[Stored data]
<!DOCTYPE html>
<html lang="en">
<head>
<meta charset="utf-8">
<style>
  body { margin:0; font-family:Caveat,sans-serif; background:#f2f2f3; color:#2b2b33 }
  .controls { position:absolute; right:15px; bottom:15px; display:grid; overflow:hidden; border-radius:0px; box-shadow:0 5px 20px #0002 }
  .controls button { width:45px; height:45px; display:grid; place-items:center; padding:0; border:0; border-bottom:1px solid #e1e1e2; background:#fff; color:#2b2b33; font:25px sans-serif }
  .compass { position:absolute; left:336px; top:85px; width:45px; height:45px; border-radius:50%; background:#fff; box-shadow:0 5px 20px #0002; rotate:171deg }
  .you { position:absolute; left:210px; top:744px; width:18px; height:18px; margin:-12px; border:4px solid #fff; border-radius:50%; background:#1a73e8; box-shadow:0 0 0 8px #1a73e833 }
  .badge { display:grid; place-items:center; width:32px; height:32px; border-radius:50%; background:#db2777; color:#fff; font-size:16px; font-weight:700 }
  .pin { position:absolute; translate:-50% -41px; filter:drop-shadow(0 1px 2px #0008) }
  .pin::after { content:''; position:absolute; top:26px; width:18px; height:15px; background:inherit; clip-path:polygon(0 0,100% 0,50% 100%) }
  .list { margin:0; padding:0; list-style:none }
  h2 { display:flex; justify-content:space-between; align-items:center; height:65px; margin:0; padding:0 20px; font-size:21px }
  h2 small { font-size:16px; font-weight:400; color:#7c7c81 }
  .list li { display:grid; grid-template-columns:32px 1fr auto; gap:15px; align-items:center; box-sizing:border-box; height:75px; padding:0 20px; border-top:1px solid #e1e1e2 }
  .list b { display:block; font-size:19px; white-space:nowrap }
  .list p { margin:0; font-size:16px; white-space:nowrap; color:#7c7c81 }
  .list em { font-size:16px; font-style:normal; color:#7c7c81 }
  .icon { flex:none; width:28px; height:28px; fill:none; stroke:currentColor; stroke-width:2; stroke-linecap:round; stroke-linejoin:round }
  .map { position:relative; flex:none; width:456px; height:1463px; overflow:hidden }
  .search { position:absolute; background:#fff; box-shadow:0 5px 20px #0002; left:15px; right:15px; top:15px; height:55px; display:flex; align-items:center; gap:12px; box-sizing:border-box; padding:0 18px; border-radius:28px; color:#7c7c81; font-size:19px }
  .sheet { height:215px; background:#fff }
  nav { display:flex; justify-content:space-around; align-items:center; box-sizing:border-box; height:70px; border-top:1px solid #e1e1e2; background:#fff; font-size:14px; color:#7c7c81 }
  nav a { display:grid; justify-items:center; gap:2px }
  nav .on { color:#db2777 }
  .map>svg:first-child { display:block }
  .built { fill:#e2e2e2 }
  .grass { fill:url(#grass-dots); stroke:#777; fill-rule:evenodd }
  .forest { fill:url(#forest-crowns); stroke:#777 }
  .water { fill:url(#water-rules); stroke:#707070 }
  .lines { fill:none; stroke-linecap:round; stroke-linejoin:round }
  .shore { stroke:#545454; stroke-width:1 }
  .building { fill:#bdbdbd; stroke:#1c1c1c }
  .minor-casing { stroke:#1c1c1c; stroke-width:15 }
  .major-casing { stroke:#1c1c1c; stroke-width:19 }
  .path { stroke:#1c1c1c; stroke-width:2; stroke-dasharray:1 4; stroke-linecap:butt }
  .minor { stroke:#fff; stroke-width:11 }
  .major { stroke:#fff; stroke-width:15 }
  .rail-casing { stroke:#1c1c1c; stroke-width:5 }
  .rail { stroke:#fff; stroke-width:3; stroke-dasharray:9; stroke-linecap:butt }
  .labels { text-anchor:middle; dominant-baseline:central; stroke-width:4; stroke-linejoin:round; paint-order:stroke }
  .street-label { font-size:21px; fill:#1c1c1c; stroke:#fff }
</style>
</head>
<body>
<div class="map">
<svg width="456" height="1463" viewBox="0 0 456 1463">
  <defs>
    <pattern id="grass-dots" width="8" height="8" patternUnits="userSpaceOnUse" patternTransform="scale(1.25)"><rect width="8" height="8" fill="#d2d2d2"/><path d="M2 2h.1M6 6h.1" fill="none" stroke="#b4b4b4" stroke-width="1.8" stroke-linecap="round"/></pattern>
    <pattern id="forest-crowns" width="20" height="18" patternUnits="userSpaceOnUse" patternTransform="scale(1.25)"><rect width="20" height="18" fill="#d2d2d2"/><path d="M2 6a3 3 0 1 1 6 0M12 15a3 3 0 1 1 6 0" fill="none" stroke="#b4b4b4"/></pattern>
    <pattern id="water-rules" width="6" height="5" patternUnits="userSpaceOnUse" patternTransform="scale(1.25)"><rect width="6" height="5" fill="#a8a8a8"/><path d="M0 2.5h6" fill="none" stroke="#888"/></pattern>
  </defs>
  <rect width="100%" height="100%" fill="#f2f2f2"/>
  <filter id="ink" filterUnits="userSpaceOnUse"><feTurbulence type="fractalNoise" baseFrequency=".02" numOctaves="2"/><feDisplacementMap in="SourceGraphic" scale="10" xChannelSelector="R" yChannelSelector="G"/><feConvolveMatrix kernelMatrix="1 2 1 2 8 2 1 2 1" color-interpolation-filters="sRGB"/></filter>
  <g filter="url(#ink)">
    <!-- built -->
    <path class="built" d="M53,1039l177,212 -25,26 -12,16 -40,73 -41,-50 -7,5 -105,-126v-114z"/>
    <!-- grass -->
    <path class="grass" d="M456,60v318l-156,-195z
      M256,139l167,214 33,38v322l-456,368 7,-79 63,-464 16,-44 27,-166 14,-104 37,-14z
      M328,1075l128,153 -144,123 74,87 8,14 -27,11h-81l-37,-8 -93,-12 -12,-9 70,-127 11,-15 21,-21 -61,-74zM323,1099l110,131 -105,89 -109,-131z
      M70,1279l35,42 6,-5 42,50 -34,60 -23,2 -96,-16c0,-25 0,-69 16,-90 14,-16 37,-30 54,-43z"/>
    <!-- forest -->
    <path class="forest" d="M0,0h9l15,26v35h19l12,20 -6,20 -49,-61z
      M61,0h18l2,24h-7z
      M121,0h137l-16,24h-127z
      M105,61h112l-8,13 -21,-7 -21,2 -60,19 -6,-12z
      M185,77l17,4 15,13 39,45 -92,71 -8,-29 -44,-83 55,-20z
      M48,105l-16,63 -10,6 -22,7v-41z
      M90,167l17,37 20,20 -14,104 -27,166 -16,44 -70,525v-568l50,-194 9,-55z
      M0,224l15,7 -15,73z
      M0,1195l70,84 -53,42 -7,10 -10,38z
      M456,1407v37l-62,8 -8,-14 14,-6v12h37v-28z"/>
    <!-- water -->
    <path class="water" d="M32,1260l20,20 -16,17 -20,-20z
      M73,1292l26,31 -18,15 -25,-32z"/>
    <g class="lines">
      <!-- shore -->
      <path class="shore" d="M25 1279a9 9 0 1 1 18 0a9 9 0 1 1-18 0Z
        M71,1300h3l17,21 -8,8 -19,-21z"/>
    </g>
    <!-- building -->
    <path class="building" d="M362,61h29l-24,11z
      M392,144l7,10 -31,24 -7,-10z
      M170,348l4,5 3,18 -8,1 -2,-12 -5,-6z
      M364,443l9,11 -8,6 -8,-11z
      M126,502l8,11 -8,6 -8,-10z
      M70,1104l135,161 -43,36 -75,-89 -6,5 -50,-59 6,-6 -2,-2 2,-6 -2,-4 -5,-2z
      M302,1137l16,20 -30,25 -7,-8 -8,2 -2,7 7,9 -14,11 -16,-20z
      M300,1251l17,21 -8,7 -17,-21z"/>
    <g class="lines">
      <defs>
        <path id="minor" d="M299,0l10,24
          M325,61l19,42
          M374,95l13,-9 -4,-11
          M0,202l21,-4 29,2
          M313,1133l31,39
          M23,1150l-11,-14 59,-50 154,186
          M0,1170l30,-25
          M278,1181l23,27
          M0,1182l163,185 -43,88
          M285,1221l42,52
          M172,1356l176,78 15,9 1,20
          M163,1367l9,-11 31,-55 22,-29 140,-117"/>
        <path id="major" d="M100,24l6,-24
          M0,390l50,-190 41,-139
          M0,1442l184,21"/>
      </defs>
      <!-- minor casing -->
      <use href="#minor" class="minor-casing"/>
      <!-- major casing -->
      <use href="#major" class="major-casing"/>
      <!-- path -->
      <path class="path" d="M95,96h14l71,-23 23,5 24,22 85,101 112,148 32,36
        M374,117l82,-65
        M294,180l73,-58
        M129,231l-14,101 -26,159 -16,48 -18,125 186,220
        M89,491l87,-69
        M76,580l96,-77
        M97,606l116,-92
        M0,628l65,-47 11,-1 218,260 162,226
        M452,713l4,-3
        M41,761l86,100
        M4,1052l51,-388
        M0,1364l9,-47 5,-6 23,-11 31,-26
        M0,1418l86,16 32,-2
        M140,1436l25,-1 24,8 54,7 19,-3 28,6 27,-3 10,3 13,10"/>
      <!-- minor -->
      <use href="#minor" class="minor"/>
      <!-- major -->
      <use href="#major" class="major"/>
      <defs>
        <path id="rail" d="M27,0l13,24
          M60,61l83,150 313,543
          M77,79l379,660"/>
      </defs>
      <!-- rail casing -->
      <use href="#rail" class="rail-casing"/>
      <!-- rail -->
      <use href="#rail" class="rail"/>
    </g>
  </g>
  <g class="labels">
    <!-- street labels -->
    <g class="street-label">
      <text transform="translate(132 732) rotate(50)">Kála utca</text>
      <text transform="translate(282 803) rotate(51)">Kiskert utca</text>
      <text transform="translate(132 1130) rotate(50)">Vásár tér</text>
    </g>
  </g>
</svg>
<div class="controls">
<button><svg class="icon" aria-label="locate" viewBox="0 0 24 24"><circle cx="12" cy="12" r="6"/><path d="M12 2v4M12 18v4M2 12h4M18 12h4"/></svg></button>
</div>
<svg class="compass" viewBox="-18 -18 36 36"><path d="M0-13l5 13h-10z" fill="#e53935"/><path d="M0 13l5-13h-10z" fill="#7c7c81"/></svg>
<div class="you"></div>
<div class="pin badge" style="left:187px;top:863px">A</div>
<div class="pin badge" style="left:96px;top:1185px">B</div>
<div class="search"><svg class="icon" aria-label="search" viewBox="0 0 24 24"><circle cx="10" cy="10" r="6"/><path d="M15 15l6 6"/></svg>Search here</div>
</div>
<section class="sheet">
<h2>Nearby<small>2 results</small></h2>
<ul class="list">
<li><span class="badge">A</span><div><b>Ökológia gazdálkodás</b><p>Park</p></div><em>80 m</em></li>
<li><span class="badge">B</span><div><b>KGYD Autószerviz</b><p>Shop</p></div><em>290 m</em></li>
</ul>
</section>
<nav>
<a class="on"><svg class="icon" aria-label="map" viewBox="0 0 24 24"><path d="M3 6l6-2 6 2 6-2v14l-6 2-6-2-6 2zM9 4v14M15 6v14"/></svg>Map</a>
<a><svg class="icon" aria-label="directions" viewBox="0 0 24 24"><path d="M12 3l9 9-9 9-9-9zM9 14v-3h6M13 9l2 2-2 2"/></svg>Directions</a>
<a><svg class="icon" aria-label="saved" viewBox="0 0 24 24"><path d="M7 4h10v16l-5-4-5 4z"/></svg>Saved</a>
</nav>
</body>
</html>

Your objective -> Give back the records above exactly, limited to the lines between the one holding "position:absolute; right:15px; bottom:15px;" and the one holding "position:absolute; left:336px; top:85px;", inclusive.

Exercise response ->
  .controls { position:absolute; right:15px; bottom:15px; display:grid; overflow:hidden; border-radius:0px; box-shadow:0 5px 20px #0002 }
  .controls button { width:45px; height:45px; display:grid; place-items:center; padding:0; border:0; border-bottom:1px solid #e1e1e2; background:#fff; color:#2b2b33; font:25px sans-serif }
  .compass { position:absolute; left:336px; top:85px; width:45px; height:45px; border-radius:50%; background:#fff; box-shadow:0 5px 20px #0002; rotate:171deg }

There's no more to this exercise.